Rodland, a cancer cell biologist, is the science lead for National Institutes of Health programs at PNNL. She has an international reputation for using proteomics — the study of the structure and function of proteins — to identify biomarkers that can provide early detection of cancer and other diseases. Rodland's research is focused on understanding the fundamental differences between cancer cells and their normal counterparts, which can assist in early detection of diseases.

Before coming to PNNL, Rodland spent 17 years on the faculty at the Oregon Health Sciences University in Portland where she focused, among other projects, on characterizing "signal pathways," or chemical reactions in cells, to detect ovarian cancer. At PNNL, Rodland has been recognized for taking a systems biology approach to her research, characterizing the complex interactions between various signaling pathways in breast cancer. She has also promoted the use of PNNL's proteomics capabilities for the discovery of biomarkers for cancer and other diseases. She has funding from the National Cancer Institute to integrate PNNL's proteomic capabilities with gene-level studies conducted by The Cancer Genome Atlas to develop biomarkers for breast and ovarian cancer.

Rodland was named a Laboratory Fellow in 2008. She earned a bachelor's degree in biology from Hood College in Frederick, Md., and a doctorate in biology from Syracuse University.

Hussein Zbib

Zbib's research focuses on the behavior of materials — particularly the thermo-mechanical behavior — at the nano and micro scales in an effort to create more durable materials that will stand stress.

On the small end of the spectrum, nanometer to micrometer, his work includes investigating the physical characteristics and mechanical performance of metals and composites with implications to nanostructured materials and thin films, such as those used in micromechanical systems, microelectronics and medical diagnostics. On the large end of the length scale spectrum, micrometer to macrometer, his research focuses on the behavior of metals and geological materials under extreme conditions, such as shockwaves, metal forming and high speed machining, superplastic forming, as well as earthquake and soil engineering.
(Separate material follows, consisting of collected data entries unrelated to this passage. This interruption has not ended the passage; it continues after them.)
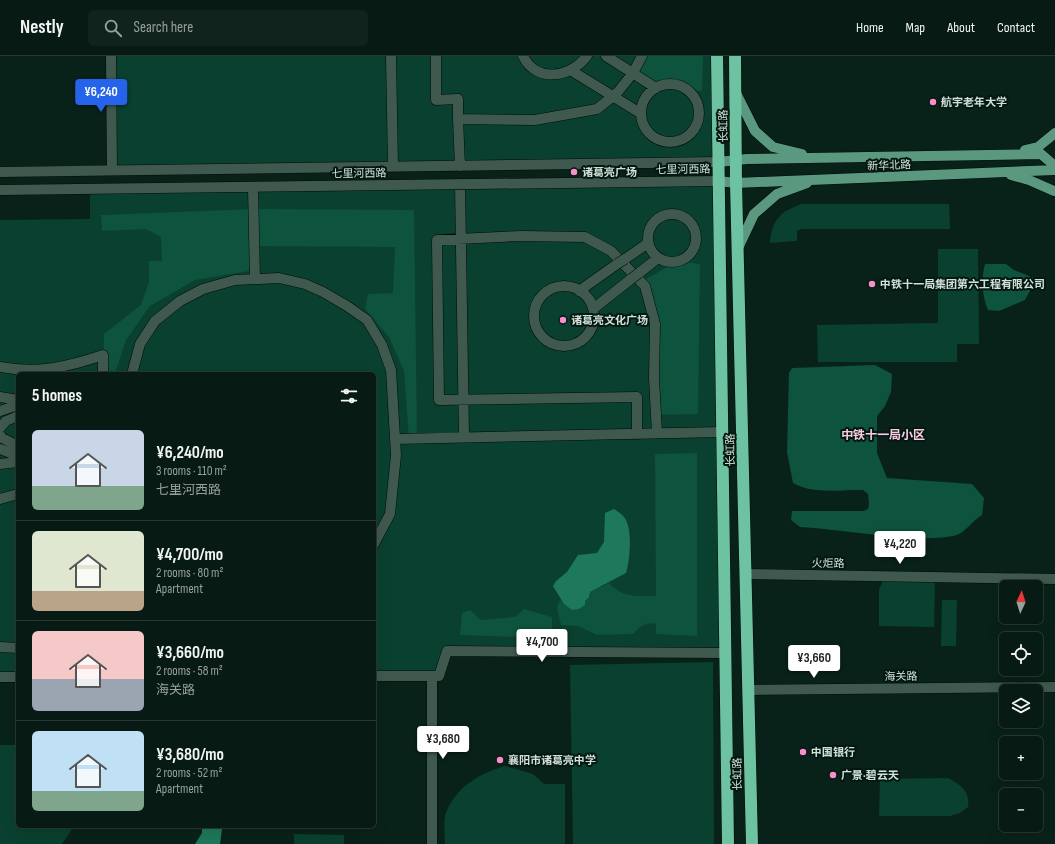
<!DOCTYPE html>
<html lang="en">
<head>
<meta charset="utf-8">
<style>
  body { margin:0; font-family:"Sofia Sans Condensed","Noto Sans SC",sans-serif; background:#10231c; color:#f1f3f6; height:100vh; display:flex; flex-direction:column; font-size:15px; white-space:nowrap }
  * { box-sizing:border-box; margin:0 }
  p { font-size:13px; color:#98a1a0 }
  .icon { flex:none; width:22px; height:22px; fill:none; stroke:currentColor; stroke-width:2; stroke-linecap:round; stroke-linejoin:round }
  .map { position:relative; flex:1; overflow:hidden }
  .sheet { position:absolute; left:16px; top:316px; width:360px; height:456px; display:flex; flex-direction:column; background:#071a13; border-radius:6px; box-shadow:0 4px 16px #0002,0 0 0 1px #283833 }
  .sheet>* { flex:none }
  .needle { width:26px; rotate:4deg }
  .tools { position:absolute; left:999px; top:524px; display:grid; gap:8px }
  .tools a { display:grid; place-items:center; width:44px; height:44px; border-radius:6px; background:#071a13; box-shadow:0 4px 16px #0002,0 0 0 1px #283833; font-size:20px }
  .price { position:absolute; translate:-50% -34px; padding:0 9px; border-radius:4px; background:#fff; color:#222; font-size:13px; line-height:26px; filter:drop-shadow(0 1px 2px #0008) }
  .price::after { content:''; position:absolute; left:50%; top:24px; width:12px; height:9px; margin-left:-6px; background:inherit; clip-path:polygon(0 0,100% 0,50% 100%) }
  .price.on { background:#2563eb; color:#fff }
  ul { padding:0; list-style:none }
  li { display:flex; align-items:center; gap:12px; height:100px; padding:0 16px }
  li+li { border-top:1px solid #283833 }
  li span { display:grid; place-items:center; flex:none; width:112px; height:80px; border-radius:6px; color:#555 }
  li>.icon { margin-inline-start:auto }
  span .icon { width:48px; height:48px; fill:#fffc; stroke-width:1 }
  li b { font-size:17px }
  h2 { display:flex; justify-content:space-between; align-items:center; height:48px; padding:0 16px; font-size:17px }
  header { display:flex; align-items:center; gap:24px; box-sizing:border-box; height:56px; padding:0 20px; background:#071a13; border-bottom:1px solid #283833 }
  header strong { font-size:19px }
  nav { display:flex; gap:22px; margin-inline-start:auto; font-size:14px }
  .search { width:280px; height:36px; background:#10231c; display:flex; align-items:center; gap:10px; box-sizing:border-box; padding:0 14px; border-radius:6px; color:#98a1a0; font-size:15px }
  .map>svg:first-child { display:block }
  .green { fill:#0a402f }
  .forest { fill:#0d533e }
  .water { fill:#1e785b }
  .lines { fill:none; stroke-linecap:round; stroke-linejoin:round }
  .minor-casing { stroke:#000b05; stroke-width:11 }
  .major-casing { stroke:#000b05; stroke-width:11 }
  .highway-casing { stroke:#000b05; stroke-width:13 }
  .minor { stroke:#40594e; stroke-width:10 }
  .major { stroke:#5b9880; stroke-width:10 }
  .highway { stroke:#6dc2a1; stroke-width:12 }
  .minor-bridge-casing { stroke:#000b05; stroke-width:11; stroke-linecap:butt }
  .minor-bridge { stroke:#40594e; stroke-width:10 }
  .poi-dot { fill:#f98fca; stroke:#021810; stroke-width:1.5 }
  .labels { text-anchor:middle; stroke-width:4; stroke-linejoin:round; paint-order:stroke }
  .poi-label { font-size:11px; font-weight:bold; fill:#d1e0d9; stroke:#021810; text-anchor:start }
  .street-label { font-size:11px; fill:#d1e0d9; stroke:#021810 }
  .neighbourhood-label { font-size:12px; font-weight:bold; fill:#facce3; stroke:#021810 }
</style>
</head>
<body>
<header>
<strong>Nestly</strong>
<div class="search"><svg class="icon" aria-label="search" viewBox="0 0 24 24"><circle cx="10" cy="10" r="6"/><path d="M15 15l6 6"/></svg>Search here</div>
<nav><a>Home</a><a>Map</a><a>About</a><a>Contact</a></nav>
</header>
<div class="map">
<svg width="1055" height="788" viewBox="0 0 1055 788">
  <rect width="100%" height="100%" fill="#092219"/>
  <!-- green -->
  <path class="green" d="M111 0H717L718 106 112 114Z
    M718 125 725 597 447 595 439 620 374 619V318H18V618H0V164L90 163V128Z
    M802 148H949L950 173H801L797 175V185L770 187C772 163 781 155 802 148Z
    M938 193H978L979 288H957V306H818L817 269 938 267Z
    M883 524 935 525 934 571 879 570V534Z
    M942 544H957L956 590H941Z
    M713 606 714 788H573L570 609Z
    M0 689H18V770H74L62 788H0Z
    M505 710 533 718 544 728H565V788H445C445 779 443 765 446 757 456 731 480 717 505 710Z
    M948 722C961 729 970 735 968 751L960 757 950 760H879L880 723Z
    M294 778 344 779V788H294Z"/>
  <!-- forest -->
  <path class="forest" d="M642 0H703L702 35 688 34 679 30 670 28 656 32 633 17Z
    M254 153 414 154 417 382 409 383 404 315 389 281 365 253 368 238 393 237 395 191 255 190V214L195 224 150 250 126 284 115 318H103L104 278 141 249 149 226V205H162L161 181 146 173 102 175 101 159Z
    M678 205 700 208 698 358 656 359 655 268 641 226Z
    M985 208H1006L1014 214 1036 223 1025 244 999 255 988 254C982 240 981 223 985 208Z
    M875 309 892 318 891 336 885 350 877 360V397L887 422 972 428 984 442 982 459C974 464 968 472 961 477 936 491 833 472 800 471L791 464 792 455H864L868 453 869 448 868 438 863 434C840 433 814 439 793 427L787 396 789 317 792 312Z
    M697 397V580L656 578V568C645 565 640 571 633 578L597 579 578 570 561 569 557 552 560 543 564 548 585 545 590 536 609 527C623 542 636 540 656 540L655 398Z
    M524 553 552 561V582L460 579 462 557 470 554 481 564 515 561Z"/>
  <!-- water -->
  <path class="water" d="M614 453C617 455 622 458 624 461 633 472 630 504 626 517L590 536 589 541 585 545V549L579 553 572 554 564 548 553 530 556 525 567 516 578 499 597 497 604 486 605 457Z
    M202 770H220L222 773 220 788H195L202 777Z"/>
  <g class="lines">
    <!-- minor casing -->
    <g class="minor-casing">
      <path id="minor" d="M111 0 112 114
        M391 0 393 110
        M436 0V44L458 43V63
        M523 0C537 28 571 21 587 0
        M606 0 656 32
        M572 15 640 57
        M641 57a29 29 0 1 1 58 0a29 29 0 1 1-58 0Z
        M460 110 458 63 535 64 597 53 617 37 633 17 642 0
        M0 116 718 106
        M460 128 464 381
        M253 131 255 223
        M0 134 718 125
        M648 182a24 24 0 1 1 48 0a24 24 0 1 1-48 0Z
        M625 203 648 187
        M639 217 658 202
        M534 260a30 30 0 1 1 60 0a30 30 0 1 1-60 0Z
        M579 235 617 208
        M593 253 631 223
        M0 311C37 318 68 311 103 299V318
        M132 318 140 288 155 265 180 245 203 233 235 224 279 222 305 228 323 236 347 250 367 264 382 289 391 314 396 399 390 458 374 488
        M0 341 18 344
        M0 355 18 349
        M0 372 6 365 18 360
        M637 378V341L439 344 437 184 521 180 585 181 611 195 645 230 655 268 654 322 657 377
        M0 379 2 382 18 390
        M395 383 722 376
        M0 393 18 400
        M0 408 18 406
        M0 443 18 438
        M745 518 1055 523
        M0 591 18 592
        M374 620H439L447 595 725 597
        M432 620V788
        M0 621H18
        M748 634 1055 631"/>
    </g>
    <!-- major casing -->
    <g class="major-casing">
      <path id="major" d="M736 37 755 75 773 91 802 98
        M1025 94 1038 91 1055 77
        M718 106 747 103 1041 98 1055 110
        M1011 119 1029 124 1054 135
        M718 125 736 127 1055 114
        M738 192 754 158 777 138 807 127"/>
    </g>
    <!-- highway casing -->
    <g class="highway-casing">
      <path id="highway" d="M717 0 728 788
        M735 0 736 127 752 788"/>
    </g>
    <!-- minor -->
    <use href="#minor" class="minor"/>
    <!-- major -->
    <use href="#major" class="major"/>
    <!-- highway -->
    <use href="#highway" class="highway"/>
    <!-- minor-bridge casing -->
    <g class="minor-bridge-casing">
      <path id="minor-bridge" d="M617 208 625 203
        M631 223 639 217"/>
    </g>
    <!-- minor-bridge -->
    <use href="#minor-bridge" class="minor-bridge"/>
  </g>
  <!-- markers -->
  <g class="poi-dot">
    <circle cx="933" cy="46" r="4"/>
    <circle cx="574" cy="116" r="4"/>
    <circle cx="872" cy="228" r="4"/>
    <circle cx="563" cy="264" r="4"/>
    <circle cx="803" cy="696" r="4"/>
    <circle cx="500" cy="704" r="4"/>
    <circle cx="833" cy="719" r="4"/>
  </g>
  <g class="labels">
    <!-- poi labels -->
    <g class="poi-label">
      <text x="941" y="50">航宇老年大学</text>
      <text x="582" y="120">诸葛亮广场</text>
      <text x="880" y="232">中铁十一局集团第六工程有限公司</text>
      <text x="571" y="268">诸葛亮文化广场</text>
      <text x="811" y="700">中国银行</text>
      <text x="508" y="708">襄阳市诸葛亮中学</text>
      <text x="841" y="723">广景·碧云天</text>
    </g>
    <!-- street labels -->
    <g class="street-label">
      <text transform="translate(723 70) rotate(-91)" y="4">长虹路</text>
      <text transform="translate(889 109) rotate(-2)" y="4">新华北路</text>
      <text transform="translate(683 113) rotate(-1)" y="4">七里河西路</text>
      <text transform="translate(359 117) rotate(-1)" y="4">七里河西路</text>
      <text transform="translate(730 394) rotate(-91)" y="4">长虹路</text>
      <text transform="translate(828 507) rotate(1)" y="4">火炬路</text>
      <text transform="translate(901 620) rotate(-1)" y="4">海关路</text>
      <text transform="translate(737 718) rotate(-91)" y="4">长虹路</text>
    </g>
    <!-- neighbourhood labels -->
    <g class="neighbourhood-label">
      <text x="883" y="383">中铁十一局小区</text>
    </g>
  </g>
</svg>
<div class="tools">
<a><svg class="needle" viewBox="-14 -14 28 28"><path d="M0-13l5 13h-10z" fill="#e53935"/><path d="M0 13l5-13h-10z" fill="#98a1a0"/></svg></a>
<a><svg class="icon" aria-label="locate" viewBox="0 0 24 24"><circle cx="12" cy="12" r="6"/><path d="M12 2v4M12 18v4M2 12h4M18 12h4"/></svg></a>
<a><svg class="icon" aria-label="layers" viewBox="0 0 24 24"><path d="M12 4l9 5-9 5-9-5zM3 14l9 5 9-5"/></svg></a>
<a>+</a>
<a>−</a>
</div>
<b class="price on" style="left:101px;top:57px">¥6,240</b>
<b class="price" style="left:900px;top:509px">¥4,220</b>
<b class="price" style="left:542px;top:607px">¥4,700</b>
<b class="price" style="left:814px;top:623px">¥3,660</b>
<b class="price" style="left:443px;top:704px">¥3,680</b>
<section class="sheet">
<h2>5 homes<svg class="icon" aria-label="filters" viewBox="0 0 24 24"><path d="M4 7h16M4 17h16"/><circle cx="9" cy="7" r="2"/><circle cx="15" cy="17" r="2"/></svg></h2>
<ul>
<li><span style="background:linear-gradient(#c9d6e8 70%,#7fa58c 0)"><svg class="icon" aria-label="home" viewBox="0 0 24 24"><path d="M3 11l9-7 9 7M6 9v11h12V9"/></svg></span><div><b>¥6,240/mo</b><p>3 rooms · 110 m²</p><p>七里河西路</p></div></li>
<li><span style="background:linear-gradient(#dfe7d0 75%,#b9a48a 0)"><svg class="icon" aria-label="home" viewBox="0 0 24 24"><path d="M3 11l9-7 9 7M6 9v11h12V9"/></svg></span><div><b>¥4,700/mo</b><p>2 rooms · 80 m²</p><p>Apartment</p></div></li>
<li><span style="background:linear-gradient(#f6c9c9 60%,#9aa5b1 0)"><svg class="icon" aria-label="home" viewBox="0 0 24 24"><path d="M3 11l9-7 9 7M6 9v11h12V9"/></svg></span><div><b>¥3,660/mo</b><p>2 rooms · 58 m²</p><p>海关路</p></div></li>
<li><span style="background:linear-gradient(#bfe0f5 75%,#7fa58c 0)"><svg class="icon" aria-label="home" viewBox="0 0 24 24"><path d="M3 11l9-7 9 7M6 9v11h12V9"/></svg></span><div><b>¥3,680/mo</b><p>2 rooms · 52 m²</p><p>Apartment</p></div></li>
</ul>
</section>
</div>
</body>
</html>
Zbib joined PNNL in 2011 and has a dual appointment, serving as a professor of mechanical and materials engineering at Washington State University as well as a Laboratory Fellow at PNNL. Zbib earned bachelor's and master's degrees and a doctorate from Michigan Technological University in Houghton, Mich. He is a fellow of the American Society of Mechanical Engineers, or ASME, a member of the Lebanese Academy of Sciences and serves as editor of the Journal of Engineering Materials and Technology.